No entendieron esos señores la actuación sustancial que la cohesión social tendría sobre el futuro nacional, si se dispusiera de un pueblo enlazado, firme, con una organización constructora, satisfecha y confiada en la justicia, ésta en sus más vastas expresiones.

Hay algo peor: la herencia no ha sido denunciada por el actual gobierno, ha hecho suyos los costos. Cientos de miles de muertos y desaparecidos, patrimonios destruidos, todo fue perdonado, sin advertir su efecto ejemplificador ante la sociedad.

En aquellos enormes ultrajes el pueblo no contó, sólo aportó víctimas, y hoy Enrique Peña ha condonado esas deudas sin el conocimiento del pueblo ultrajado que, consecuentemente, está aprendiendo a surtirse por sí mismo.

Se siguió creyendo que gobernar es concebir a los pueblos sólo como destinados a pedir, sufrir y a consentir, ignorando su energía escondida. Esas concepciones arcaicas, iluministas, son propias de un gobierno egocéntrico, que menosprecia a la fuerza social, la que hoy está encontrando sus cauces, muchas veces equivocados.

A pesar de sus remisiones, el pueblo mexicano es positivo, es un pueblo sabio, deseoso de participación, valeroso y decidido, pero se le excluye mientras la autoridad dialoga con un espejo.

Las circunstancias de violencia que sufre el país significan una enorme falla de gobierno. Sus alcances, su naturaleza de aguas profundas y turbulentas, no se supieron anticipar; una vez más apenas hoy se está siendo reactivo, sólo reac­tivo. No hubo capacidad de predicción ni de previsión para este drama, esta vergüenza nacional y sus consecuencias.

Esta certidumbre puede molestar pero no ser contradicha, está expresada por un agrietado estado de derecho y por un pobre e inequitativo desarrollo que implica cada vez pobres más pobres en beneficio de ricos más ricos.

Somos víctimas de una conducción política, social y económica hacia un objetivo nacional que desde décadas carece de diseño. La energía que debiera conducir a la sociedad mediante su organización hacia mejorar su calidad de vida, sencillamente no existe. Se ha preferido una sociedad recipiente que una actora.

Se siguió creyendo que gobernar es manejar a los pueblos con discursos y escenarios, como seres destinados sólo a pedir y a acatar. Y ahí está el meollo: ciertas capas sociales en eclosión se han decidido por la autogestión, que a falta de una orientación constructiva, se encaminan al crimen. El levantamiento del EZLN, que fue una voz de ¡¡hasta aquí!!, no se entendió.

La visión gubernamental de la patria social es totalmente difusa, por eso no quieren atender asuntos tan dolorosos como la corrupción y la impunidad. Somos un pueblo exasperado y ello habrá de causar nuevas revelaciones de su desesperación.

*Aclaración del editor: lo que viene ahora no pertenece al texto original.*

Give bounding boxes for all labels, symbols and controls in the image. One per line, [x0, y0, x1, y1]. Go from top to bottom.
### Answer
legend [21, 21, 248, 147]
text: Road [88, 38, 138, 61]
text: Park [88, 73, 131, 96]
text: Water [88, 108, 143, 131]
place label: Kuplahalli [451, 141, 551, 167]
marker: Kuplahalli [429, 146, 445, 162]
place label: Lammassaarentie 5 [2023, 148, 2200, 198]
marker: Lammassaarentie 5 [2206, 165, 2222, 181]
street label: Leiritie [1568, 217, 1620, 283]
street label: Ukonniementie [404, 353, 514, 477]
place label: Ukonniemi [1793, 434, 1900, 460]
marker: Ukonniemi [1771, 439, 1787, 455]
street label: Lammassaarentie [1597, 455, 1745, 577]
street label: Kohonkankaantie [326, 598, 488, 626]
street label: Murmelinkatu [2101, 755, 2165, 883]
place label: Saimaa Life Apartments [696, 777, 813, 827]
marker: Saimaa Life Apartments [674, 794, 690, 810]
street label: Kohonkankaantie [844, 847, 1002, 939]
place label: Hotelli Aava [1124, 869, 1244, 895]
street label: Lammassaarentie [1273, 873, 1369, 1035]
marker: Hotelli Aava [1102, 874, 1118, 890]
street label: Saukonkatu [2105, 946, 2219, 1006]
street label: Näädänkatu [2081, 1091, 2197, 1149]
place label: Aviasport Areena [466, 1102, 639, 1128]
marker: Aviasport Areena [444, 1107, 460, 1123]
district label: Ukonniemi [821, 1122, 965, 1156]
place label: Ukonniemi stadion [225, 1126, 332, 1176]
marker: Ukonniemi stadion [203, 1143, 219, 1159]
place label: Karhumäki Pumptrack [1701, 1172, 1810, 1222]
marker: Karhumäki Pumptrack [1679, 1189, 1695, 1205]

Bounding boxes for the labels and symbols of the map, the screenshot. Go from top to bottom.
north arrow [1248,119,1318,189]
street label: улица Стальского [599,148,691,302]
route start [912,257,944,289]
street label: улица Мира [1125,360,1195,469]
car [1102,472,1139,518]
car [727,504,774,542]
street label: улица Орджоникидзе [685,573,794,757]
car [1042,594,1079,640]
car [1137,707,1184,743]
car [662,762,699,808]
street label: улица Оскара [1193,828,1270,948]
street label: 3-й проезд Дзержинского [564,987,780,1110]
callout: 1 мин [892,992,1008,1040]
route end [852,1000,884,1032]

Sostiene la Unión Europea, a través de su programa Eurosocial, que la cohesión social implica el desarrollo de políticas públicas y mecanismos de solidaridad entre individuos, colectivos, territorios y generaciones. Aquí estamos acabando con esa cohesión que sí existió, y muy sólida, sustituyéndola con una visión de gobierno digna de Moisés.

Todo esto es lo que engendra el homicidio lucrativo; lo que conduce al asesinato como facultad de los soliviantados; al comercio de personas, de armas, de dinero, de droga; al secuestro, extorsión, asalto, robo simple, el peculado y, en síntesis, a la quebradura social.

Esa disolución de la convivencia también la fomentan la ostentación de riquezas, la voracidad insaciable, el exhibicionismo exuberante, el fausto irrespetuoso, la discriminación social, en que todo ello conduce al irrespeto mutuo, recíproco, que se llama degradación social y es lo que estamos viviendo.

Así que, de haber una mínima razón en estas ideas, se podría reflexionar que estamos simplemente a la deriva sobre aguas profundas y turbulentas. Iguala es ya el registro histórico de un daño nacional mayúsculo originado por una descomposición deliberadamente ignorada.